Pierce later attends Hendrix and Mackenzie's wedding, but his rivalry with Mackenzie's father Grant Hargreaves (Paul Mercurio) threatens to overshadow the day. Stone explained "There's a very interesting dynamic with the families. One one end of the spectrum, there's Hendrix's dad Pierce – who is a billionaire, and is used to getting what he wants. And then there's Mackenzie's dad, Grant, a working-class man who comes from a country town. The drama that comes with their different lifestyles ends up hijacking the day a bit..." The ceremony goes ahead without any issues, and following the wedding, Pierce tells the couple that he is gifting them a mortgage-free apartment in Sydney, leading Stone to joke about feeling jealous of the gift. Not long after, Hendrix undergoes a lung transplant, but his body rejects the new lungs and he dies with his parents and Mackenzie by his side. Pierce's last appearance aired in June in the UK, as he attends Hendrix's memorial in Sydney with his family, the Kennedys, and Mackenzie.

==Reception==
Before his introduction, Mat Whitehead of Ten Daily thought Pierce was "exactly the sort of name you'd expect for someone who is as handsome as he may be mysterious", adding that Robards looked set to "arrive in style." Hayley for Nova was critical of the character's promotional trailer, calling it "a bit cringeworthy" and "sexy-but-kinda-weird". She also said that she was "tickled by the softly-lit campery of this promo" and thought Pierce was "a very porn-star-sounding character". The character received positive attention for his looks from a TV Week writer, who called him "a handsome stranger" whose arrival "sparks intrigue in Erinsborough". They also noted: "Nothing gets tongues wagging on Neighbours quite like the arrival of a hot new hunk." Inside Soaps Sarah Ellis branded Pierce a "suave businessman".

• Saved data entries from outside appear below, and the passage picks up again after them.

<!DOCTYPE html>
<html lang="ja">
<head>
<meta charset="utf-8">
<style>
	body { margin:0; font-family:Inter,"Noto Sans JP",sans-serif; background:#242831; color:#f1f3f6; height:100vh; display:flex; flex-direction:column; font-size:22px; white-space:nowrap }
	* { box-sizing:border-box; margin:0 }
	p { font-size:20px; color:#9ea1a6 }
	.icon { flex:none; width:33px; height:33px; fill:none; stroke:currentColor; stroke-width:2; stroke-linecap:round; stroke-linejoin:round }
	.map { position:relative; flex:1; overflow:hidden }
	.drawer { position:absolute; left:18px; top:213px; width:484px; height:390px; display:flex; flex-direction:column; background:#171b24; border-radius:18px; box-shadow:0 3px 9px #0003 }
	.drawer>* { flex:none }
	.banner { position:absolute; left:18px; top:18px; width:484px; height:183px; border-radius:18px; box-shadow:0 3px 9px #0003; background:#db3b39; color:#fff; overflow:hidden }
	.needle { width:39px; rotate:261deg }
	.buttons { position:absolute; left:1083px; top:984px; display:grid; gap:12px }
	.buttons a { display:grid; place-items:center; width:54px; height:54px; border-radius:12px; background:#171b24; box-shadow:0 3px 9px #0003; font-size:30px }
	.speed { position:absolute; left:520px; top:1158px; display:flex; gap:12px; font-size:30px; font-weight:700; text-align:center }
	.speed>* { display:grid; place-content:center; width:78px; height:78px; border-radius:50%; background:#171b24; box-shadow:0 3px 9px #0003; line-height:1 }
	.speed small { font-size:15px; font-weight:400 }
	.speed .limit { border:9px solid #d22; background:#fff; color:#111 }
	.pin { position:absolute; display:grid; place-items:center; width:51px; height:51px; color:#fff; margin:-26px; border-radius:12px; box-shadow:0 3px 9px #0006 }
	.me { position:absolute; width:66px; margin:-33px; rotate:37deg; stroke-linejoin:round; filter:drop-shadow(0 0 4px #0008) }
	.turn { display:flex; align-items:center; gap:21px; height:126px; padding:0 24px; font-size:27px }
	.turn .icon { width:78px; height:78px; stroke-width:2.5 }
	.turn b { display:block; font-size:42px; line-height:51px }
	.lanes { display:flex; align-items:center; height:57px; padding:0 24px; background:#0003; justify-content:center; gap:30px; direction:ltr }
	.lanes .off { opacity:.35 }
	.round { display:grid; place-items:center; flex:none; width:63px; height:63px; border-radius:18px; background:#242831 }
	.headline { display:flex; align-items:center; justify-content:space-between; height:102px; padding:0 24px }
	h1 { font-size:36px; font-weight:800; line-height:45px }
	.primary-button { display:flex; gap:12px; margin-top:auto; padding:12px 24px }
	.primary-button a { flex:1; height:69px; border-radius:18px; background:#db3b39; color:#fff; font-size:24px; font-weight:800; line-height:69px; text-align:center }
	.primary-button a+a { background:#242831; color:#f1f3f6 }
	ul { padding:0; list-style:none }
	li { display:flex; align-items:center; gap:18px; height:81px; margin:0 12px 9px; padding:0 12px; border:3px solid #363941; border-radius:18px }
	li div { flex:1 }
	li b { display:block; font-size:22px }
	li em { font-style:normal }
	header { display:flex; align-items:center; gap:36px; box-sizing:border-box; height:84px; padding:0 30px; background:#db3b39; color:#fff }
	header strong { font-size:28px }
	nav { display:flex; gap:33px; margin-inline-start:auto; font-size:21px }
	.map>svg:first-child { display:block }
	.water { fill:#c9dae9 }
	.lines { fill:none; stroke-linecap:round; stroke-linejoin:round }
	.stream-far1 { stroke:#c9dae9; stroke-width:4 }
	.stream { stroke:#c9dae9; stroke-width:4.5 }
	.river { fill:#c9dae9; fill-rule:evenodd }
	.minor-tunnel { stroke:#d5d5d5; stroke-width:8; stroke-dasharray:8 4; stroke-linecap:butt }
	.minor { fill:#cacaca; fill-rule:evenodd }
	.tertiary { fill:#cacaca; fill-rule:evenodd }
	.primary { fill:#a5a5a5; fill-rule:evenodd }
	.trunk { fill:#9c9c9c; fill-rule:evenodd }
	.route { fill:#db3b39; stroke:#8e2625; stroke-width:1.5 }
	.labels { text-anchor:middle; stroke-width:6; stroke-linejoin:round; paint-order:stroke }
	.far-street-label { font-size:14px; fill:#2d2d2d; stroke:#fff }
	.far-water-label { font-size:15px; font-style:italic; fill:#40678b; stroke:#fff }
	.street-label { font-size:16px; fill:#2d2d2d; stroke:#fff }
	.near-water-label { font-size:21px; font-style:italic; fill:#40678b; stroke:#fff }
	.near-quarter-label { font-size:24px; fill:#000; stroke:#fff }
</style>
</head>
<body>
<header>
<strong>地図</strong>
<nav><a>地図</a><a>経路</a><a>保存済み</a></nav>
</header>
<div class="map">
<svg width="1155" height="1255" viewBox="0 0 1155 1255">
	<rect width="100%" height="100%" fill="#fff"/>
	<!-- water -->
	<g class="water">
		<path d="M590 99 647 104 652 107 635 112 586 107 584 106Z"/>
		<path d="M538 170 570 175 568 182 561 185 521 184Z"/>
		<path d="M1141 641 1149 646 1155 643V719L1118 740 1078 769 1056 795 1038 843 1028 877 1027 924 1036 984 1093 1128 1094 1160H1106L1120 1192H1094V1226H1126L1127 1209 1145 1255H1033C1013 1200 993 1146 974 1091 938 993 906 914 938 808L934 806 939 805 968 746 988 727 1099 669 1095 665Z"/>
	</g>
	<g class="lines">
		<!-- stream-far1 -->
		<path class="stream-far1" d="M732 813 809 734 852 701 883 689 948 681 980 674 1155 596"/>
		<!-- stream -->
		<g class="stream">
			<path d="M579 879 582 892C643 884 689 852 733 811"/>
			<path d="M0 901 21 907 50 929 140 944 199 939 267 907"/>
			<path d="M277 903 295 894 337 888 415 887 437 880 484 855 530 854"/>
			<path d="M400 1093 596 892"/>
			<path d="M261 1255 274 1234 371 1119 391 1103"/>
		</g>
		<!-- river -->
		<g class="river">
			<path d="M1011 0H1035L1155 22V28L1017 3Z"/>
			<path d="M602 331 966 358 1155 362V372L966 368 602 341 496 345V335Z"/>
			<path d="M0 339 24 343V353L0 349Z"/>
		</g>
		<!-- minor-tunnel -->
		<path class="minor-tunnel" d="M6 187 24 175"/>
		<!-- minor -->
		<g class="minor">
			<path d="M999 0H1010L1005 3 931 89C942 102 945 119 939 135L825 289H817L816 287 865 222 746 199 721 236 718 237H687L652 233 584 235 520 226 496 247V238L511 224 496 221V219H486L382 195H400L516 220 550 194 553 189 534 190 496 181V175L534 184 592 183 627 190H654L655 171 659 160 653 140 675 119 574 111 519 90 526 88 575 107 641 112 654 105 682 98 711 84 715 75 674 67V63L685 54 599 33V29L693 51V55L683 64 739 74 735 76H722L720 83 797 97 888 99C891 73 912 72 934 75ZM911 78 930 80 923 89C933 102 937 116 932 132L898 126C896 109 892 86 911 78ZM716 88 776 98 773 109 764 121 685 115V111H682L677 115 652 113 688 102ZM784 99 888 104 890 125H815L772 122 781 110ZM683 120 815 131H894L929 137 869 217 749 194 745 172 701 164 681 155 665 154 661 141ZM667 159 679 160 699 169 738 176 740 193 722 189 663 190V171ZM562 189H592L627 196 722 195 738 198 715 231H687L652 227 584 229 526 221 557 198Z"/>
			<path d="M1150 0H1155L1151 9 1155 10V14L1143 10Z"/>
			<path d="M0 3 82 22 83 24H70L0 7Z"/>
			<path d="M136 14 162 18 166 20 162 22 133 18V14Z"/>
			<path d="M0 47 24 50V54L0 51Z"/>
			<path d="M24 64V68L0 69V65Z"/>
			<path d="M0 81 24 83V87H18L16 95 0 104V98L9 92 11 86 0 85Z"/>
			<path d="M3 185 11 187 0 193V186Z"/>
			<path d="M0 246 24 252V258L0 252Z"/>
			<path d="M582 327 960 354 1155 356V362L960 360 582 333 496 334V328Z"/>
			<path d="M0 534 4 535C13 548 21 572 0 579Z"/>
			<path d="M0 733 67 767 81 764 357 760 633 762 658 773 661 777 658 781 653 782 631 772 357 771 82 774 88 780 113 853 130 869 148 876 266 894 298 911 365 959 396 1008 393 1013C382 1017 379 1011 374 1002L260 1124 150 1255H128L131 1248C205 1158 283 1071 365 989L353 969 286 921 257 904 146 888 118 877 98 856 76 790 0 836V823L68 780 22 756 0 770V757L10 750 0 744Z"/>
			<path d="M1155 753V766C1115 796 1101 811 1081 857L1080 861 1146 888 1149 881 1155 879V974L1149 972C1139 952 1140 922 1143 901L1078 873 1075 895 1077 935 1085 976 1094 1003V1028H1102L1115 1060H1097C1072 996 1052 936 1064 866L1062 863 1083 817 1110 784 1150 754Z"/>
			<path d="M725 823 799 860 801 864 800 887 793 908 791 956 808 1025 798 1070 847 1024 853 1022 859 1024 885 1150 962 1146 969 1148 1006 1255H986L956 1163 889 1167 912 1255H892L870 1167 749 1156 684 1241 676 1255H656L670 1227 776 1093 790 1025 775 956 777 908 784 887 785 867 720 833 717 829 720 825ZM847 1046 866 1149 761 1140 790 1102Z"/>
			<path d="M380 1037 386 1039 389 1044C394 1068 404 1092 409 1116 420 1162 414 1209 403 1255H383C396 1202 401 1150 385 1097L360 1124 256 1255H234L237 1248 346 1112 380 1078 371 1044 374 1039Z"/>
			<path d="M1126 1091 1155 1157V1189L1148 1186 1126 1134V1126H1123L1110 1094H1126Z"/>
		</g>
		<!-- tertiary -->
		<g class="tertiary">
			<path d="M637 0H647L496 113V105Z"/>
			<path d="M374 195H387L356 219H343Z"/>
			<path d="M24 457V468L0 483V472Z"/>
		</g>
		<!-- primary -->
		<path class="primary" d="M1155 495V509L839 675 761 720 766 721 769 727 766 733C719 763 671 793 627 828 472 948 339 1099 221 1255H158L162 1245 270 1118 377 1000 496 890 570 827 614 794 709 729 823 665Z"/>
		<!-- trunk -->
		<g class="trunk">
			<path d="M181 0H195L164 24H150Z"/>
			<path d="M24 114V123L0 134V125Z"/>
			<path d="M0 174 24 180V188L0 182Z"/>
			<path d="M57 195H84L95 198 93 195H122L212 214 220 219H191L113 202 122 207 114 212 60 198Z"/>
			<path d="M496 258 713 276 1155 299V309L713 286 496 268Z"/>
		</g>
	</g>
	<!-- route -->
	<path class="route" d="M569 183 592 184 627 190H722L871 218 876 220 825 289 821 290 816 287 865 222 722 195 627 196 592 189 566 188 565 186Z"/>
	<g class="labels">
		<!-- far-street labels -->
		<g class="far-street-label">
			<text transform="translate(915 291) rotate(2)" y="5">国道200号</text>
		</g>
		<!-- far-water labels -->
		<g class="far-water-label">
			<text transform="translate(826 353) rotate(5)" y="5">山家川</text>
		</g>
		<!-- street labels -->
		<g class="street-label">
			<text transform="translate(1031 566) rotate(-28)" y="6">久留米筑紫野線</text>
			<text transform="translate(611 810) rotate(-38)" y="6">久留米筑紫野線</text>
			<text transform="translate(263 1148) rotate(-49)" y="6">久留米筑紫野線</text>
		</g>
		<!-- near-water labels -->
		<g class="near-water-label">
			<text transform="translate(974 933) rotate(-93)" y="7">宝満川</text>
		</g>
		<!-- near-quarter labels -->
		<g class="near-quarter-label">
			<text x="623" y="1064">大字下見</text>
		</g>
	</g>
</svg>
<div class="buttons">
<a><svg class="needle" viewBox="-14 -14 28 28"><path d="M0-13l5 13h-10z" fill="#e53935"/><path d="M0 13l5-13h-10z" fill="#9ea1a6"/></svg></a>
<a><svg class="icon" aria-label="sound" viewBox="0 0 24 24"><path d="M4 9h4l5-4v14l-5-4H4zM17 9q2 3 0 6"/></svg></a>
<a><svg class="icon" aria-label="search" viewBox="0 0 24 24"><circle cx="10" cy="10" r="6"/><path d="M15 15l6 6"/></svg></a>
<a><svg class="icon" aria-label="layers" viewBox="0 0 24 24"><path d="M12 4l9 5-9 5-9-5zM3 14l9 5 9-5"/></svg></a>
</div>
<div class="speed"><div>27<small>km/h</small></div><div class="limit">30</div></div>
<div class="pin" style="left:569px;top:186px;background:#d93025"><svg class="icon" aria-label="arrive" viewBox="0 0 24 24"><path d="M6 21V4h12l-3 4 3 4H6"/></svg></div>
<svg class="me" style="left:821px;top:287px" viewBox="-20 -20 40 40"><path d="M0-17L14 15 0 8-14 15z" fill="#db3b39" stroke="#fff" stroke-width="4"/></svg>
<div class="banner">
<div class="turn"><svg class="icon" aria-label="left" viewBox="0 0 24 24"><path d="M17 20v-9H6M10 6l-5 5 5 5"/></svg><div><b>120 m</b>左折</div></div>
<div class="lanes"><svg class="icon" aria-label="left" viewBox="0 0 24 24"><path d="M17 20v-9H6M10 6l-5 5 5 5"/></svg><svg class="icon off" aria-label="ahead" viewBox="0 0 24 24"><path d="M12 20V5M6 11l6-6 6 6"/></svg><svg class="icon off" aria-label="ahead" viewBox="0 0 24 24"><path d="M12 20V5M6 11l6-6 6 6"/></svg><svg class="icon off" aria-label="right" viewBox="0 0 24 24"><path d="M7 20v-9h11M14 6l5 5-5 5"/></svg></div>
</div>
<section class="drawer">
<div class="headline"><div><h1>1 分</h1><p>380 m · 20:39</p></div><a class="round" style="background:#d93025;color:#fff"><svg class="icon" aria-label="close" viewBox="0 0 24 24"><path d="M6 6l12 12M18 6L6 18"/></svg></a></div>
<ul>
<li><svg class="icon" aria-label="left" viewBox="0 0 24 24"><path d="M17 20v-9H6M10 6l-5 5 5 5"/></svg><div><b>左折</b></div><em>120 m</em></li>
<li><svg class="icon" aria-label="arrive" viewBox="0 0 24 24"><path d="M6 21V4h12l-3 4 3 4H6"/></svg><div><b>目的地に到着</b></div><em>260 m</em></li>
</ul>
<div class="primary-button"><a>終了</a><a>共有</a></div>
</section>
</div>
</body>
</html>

A writer for the Hit Network thought Robards' acting was "not too bad" and that his character was "clearly a mix between Pierce Brosnan (the suavest man on earth) and Christian Grey." Chloe and Pierce's romance was summed up in a press release announcing Robards' return to the role: "As most modern love stories and Taylor Swift ballads go, Pierce and Chloe's relationship got very messy and very complicated very quickly." The piece added that Pierce's return would be "far from red roses, boxed chocolates and singing telegrams." Tina Burke of TV Week said Pierce and Chloe relationship "proved to be as messy, complicated and fleeting as any good Neighbours romance." Burke also thought Pierce's return would "shake things up".

Robards' return as member of the main cast was criticised because of his lack of acting experience and his reality television background. His co-star, Christie Hayes came to his defence, saying that his lack of experience led to him being one of "the hardest-working ones on set." She also thought he was naturally talented and she enjoyed working with him on their storyline. Robards also addressed the criticism and said that he did not pay attention "to that kind of small thinking". He also pointed out that he had to audition for the role and went through the same process as everyone else.

Maureen Sugden of The Herald noted that the character's recast "drew ire" from viewers on social media. Claire Crick of What's on TV also commented on the reaction to the recast, observing that viewers were shocked when Hany made his debut as Pierce. She said "fans are struggling to get used to the sudden turnaround of actors." The truth about Pierce and Dipi's affair was part of "one of the biggest weeks of 2020 in Neighbours" according to the Radio Timess Johnathon Hughes. He called the affair "scandalous" and wrote: "After months of furtive looks, forbidden lust, hotel hook-ups and one major recast in the middle of it all, Pierce and Dipi's affair is out in the open – and life in Ramsay Street will never be the same again."